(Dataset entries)

/---

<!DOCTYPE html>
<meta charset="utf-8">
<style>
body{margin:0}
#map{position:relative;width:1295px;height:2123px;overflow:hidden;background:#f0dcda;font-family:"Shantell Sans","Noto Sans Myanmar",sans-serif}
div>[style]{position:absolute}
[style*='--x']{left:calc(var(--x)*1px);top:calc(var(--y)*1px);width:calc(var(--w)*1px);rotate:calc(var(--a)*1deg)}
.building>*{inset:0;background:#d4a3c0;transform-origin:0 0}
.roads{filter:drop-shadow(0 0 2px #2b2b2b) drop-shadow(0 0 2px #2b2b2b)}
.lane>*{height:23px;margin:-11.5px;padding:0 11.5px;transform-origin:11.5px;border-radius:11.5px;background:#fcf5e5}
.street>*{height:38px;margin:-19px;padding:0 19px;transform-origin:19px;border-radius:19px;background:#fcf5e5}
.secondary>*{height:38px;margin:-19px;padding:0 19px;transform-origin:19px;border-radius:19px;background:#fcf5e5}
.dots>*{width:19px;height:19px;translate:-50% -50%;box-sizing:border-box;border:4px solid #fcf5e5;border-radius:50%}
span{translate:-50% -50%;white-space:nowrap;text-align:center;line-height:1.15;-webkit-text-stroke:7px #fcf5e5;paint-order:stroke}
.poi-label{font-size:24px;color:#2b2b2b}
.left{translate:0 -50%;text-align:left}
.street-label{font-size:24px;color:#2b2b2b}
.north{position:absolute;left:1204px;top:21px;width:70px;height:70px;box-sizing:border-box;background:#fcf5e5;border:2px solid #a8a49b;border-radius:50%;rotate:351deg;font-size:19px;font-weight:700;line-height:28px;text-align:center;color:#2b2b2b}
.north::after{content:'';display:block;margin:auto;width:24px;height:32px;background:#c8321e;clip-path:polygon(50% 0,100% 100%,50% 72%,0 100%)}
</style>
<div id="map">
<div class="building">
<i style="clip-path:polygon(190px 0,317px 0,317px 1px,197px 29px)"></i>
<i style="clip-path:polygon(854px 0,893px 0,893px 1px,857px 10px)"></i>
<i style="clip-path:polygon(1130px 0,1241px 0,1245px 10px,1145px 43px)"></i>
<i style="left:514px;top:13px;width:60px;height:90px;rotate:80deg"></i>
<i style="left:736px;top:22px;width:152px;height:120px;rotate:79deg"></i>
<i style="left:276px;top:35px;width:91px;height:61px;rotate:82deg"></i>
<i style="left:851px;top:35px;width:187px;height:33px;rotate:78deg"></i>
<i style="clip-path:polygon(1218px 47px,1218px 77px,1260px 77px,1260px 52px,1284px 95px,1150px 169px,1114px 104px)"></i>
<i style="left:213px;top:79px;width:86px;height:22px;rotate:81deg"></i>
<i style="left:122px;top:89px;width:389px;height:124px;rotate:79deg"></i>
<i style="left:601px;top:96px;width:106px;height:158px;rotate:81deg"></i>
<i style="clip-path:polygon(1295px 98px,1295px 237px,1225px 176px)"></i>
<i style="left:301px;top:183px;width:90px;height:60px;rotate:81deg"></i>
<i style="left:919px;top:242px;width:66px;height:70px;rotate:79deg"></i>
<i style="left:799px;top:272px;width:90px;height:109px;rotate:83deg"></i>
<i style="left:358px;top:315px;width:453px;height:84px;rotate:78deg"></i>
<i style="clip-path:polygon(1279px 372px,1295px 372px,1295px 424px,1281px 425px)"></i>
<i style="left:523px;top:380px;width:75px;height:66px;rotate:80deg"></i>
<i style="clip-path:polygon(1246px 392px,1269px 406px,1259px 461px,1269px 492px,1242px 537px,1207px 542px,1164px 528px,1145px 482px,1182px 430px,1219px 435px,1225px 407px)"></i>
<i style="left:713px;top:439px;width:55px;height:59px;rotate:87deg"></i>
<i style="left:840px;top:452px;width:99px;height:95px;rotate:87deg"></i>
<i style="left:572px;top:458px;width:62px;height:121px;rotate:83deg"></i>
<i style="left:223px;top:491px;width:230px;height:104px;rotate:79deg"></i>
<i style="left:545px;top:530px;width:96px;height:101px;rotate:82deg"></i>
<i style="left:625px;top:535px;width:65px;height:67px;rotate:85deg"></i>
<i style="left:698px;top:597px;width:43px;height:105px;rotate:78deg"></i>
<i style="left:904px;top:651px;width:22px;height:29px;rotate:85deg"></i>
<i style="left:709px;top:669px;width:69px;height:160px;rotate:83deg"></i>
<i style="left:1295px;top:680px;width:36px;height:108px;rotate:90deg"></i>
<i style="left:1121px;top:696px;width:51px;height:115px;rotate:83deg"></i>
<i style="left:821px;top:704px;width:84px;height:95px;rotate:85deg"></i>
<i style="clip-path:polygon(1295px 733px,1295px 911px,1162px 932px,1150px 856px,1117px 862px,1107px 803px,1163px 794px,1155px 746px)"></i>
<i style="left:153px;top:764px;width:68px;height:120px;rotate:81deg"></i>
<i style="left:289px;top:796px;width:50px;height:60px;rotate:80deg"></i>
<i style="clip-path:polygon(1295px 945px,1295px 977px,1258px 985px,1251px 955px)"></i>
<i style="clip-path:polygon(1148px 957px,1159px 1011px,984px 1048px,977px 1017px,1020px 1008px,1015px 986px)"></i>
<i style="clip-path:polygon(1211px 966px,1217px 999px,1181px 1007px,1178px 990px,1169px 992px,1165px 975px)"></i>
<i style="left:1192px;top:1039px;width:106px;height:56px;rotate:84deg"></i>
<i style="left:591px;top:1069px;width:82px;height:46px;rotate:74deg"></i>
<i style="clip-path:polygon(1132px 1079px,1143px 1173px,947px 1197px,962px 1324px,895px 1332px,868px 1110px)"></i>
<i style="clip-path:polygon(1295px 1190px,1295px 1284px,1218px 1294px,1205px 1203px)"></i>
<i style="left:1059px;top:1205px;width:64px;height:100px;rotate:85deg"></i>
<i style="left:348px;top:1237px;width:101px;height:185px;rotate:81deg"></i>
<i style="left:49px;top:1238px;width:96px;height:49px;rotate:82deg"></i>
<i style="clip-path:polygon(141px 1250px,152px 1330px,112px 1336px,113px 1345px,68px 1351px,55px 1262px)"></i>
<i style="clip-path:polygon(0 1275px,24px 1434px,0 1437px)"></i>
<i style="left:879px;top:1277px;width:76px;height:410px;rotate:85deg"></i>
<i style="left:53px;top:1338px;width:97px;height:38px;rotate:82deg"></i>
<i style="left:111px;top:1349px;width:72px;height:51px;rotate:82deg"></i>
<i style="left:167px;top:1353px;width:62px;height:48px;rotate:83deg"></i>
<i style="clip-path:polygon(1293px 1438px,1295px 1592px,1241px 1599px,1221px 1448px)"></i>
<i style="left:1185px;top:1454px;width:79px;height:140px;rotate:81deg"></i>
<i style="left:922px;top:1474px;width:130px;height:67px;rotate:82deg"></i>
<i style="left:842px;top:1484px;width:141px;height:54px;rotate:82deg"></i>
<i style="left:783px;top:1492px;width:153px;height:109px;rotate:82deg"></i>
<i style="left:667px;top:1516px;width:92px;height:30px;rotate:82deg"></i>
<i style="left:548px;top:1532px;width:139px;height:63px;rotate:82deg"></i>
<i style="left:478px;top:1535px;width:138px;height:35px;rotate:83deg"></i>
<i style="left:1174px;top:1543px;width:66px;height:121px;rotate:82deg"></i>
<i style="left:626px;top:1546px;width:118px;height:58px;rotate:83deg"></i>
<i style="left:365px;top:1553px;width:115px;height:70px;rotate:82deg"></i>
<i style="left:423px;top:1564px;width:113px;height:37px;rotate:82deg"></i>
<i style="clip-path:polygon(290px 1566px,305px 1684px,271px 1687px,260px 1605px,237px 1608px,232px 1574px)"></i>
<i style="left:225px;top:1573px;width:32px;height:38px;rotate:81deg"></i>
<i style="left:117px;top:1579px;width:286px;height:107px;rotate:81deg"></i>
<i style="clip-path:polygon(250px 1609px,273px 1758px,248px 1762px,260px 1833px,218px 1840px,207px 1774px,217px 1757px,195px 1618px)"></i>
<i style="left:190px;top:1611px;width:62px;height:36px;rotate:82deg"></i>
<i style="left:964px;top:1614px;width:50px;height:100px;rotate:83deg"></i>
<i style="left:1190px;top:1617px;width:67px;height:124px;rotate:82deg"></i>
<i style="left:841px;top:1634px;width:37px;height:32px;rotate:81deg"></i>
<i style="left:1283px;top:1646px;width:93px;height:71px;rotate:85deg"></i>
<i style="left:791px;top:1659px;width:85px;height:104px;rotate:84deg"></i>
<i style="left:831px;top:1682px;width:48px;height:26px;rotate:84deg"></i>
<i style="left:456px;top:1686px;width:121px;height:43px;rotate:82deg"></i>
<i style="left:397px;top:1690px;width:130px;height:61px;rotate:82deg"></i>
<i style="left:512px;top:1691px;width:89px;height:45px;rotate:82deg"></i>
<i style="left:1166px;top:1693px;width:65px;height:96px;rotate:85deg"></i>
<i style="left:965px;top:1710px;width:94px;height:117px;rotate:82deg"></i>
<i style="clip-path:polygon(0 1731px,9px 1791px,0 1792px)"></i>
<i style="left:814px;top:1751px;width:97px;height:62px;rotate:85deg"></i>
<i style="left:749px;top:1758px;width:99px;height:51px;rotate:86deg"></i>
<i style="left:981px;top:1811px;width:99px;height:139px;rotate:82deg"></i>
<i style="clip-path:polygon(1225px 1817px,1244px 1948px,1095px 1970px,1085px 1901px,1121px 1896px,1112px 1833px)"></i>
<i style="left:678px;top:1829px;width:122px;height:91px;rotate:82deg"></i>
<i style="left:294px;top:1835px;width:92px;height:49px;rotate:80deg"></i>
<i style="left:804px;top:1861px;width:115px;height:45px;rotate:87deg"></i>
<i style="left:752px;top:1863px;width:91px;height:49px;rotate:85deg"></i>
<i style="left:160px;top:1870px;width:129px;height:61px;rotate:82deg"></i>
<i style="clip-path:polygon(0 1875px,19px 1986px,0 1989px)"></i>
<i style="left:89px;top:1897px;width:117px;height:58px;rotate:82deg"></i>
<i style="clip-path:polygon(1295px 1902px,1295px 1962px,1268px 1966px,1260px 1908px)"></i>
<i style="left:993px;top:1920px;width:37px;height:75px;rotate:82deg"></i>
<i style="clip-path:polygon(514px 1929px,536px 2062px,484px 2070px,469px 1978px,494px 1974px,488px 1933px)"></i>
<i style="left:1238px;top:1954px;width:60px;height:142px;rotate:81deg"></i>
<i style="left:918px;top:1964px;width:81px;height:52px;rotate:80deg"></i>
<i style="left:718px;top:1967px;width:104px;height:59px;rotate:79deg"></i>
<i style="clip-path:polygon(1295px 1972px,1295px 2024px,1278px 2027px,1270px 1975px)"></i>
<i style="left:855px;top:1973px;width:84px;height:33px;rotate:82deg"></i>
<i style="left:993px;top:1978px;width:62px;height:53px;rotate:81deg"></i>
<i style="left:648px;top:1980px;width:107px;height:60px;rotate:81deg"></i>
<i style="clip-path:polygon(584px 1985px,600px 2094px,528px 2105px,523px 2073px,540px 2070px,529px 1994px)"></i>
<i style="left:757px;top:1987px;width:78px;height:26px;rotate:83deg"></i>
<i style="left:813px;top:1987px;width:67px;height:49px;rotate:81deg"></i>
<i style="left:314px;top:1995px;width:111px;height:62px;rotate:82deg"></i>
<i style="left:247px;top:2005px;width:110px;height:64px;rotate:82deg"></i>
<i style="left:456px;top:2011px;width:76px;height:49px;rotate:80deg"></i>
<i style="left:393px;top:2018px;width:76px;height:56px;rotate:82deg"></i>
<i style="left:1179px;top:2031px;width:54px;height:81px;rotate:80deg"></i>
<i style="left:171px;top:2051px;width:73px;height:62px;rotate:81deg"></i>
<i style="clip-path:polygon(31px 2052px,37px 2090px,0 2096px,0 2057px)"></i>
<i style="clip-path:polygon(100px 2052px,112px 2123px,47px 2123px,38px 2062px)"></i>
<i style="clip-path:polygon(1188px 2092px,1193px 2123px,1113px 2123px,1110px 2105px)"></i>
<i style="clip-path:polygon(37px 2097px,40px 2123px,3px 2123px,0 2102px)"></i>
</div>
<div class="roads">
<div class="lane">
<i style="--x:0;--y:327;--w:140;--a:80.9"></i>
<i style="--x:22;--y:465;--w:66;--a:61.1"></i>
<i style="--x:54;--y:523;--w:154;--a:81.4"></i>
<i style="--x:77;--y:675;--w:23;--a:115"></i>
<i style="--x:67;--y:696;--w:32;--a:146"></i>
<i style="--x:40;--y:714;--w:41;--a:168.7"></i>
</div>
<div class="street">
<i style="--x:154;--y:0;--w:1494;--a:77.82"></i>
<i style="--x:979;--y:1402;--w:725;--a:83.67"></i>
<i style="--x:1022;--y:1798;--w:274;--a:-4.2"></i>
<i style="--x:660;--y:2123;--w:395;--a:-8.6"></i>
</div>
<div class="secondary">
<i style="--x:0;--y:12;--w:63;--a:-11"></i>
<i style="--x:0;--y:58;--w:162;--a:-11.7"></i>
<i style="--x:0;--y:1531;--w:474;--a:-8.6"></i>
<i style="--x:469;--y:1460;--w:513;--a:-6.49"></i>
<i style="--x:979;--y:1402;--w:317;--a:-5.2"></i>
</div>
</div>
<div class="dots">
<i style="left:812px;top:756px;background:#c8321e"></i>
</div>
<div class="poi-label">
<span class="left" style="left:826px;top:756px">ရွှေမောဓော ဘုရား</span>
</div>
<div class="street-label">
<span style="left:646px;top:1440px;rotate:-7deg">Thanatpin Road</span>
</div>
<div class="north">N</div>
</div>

\---
/---

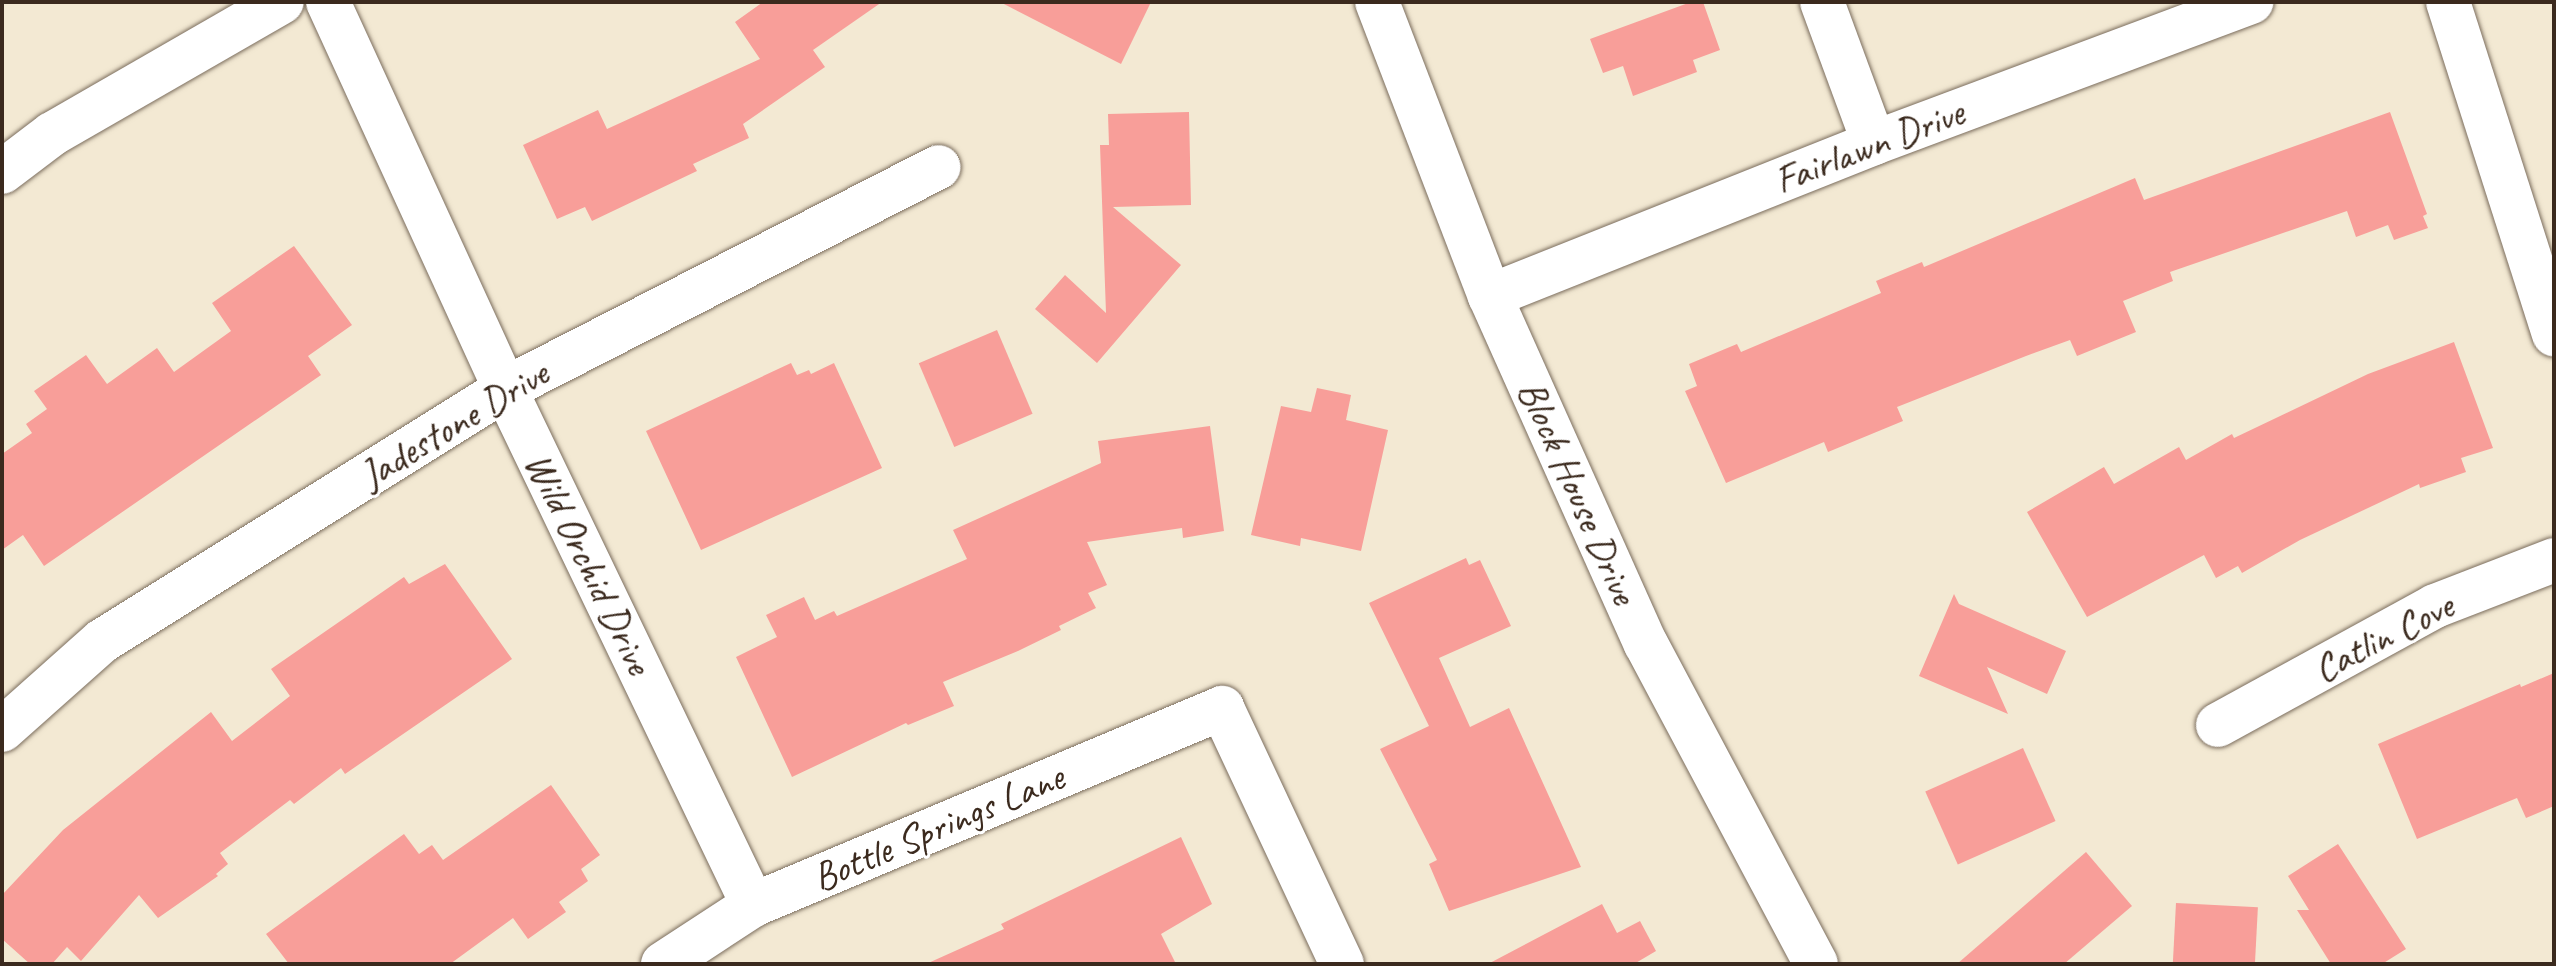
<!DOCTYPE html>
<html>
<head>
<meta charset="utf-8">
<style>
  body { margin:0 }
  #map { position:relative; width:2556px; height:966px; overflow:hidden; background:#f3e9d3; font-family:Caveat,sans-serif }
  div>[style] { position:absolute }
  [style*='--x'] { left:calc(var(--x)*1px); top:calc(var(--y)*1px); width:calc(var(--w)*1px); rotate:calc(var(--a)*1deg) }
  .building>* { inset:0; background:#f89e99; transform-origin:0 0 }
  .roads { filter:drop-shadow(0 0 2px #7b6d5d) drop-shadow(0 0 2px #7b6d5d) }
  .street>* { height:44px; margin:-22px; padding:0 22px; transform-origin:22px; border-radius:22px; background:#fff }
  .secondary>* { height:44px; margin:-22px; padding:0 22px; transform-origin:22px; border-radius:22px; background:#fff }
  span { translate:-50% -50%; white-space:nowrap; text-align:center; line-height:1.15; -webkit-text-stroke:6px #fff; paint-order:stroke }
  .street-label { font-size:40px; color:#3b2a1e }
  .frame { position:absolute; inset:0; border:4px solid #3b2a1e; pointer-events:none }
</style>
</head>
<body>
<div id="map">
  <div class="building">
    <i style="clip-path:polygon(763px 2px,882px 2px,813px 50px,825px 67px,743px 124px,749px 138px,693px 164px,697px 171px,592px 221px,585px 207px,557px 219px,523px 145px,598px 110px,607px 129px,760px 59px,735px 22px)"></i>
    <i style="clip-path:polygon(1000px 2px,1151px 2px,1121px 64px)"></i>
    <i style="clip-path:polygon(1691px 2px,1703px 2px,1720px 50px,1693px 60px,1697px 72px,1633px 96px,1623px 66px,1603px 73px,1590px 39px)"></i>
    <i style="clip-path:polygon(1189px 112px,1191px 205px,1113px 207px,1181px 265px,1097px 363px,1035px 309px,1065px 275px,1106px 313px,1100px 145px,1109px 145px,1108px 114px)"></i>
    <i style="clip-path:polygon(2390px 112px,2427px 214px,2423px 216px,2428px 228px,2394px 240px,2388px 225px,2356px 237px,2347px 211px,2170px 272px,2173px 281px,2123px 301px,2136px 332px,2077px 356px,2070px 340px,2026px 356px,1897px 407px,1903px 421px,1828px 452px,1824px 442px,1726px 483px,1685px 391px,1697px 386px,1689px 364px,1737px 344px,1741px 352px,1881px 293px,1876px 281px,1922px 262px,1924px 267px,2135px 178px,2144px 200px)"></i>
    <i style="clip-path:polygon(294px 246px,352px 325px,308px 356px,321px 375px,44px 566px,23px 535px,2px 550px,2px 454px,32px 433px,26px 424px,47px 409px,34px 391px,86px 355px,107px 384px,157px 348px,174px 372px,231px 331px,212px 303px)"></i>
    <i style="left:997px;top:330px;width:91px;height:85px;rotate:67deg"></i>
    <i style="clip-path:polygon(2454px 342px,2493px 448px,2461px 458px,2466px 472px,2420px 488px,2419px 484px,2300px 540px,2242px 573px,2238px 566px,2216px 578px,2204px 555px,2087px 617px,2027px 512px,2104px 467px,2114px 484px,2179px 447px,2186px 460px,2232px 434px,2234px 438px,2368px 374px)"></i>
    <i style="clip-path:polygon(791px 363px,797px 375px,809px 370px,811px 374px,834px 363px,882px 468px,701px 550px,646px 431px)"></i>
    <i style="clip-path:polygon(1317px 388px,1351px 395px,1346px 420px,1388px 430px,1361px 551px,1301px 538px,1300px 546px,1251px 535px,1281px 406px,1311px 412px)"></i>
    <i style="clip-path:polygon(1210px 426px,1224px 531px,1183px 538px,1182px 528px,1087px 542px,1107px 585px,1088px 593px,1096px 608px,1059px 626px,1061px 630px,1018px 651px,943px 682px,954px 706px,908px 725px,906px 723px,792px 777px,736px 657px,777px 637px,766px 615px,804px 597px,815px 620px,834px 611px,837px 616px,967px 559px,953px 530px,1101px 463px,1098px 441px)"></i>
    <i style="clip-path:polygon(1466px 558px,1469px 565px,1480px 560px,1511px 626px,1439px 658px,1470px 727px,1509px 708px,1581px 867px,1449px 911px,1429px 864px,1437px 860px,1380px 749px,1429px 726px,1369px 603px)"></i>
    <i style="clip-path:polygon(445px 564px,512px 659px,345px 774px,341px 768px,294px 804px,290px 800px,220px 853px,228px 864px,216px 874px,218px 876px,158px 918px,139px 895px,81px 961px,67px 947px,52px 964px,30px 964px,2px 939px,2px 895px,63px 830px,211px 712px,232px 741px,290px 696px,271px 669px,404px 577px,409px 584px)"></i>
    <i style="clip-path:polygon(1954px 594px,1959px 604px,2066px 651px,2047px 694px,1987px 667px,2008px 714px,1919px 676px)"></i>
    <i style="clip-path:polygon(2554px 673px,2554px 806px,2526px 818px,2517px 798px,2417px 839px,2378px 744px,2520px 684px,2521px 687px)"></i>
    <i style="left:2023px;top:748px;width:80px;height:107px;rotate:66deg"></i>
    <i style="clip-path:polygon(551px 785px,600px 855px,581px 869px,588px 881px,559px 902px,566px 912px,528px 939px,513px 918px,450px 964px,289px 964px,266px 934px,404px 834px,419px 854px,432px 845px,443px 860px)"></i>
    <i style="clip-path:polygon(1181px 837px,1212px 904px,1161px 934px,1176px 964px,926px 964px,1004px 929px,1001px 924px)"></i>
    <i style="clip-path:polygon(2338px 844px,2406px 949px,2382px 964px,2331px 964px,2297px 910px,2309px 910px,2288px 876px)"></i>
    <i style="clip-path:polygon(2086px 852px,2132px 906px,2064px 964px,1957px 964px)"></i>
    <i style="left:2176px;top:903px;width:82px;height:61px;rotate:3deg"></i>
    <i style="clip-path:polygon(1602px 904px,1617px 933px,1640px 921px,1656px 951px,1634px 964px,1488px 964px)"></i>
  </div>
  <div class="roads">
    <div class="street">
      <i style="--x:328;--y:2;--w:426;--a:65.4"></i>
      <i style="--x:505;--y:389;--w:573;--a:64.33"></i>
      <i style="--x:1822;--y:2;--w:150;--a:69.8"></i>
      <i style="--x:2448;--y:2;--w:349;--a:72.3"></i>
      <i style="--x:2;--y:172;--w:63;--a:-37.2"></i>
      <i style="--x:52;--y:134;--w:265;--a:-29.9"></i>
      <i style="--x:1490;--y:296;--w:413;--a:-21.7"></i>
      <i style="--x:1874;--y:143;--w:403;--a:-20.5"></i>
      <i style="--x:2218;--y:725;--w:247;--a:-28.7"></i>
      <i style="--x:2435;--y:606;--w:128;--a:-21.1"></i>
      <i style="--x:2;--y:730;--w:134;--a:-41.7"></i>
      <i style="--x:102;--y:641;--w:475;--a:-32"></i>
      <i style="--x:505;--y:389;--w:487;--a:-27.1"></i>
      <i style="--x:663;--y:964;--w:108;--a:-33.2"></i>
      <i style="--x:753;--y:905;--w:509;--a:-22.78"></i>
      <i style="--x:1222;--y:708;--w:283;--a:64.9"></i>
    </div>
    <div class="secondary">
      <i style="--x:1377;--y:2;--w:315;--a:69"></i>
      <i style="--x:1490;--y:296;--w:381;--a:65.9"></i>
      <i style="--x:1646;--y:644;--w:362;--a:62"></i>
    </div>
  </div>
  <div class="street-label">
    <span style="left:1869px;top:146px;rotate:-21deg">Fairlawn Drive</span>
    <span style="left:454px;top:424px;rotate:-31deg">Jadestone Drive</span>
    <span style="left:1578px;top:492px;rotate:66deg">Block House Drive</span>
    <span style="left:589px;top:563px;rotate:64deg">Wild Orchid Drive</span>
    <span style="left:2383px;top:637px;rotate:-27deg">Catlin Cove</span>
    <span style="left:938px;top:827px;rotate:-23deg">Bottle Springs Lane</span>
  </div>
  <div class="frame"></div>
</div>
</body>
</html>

\---

» **WORK REQUEST**
Among the entries above, which lines include "calc"? List them all.

» **REPLY**
[style*='--x']{left:calc(var(--x)*1px);top:calc(var(--y)*1px);width:calc(var(--w)*1px);rotate:calc(var(--a)*1deg)}
  [style*='--x'] { left:calc(var(--x)*1px); top:calc(var(--y)*1px); width:calc(var(--w)*1px); rotate:calc(var(--a)*1deg) }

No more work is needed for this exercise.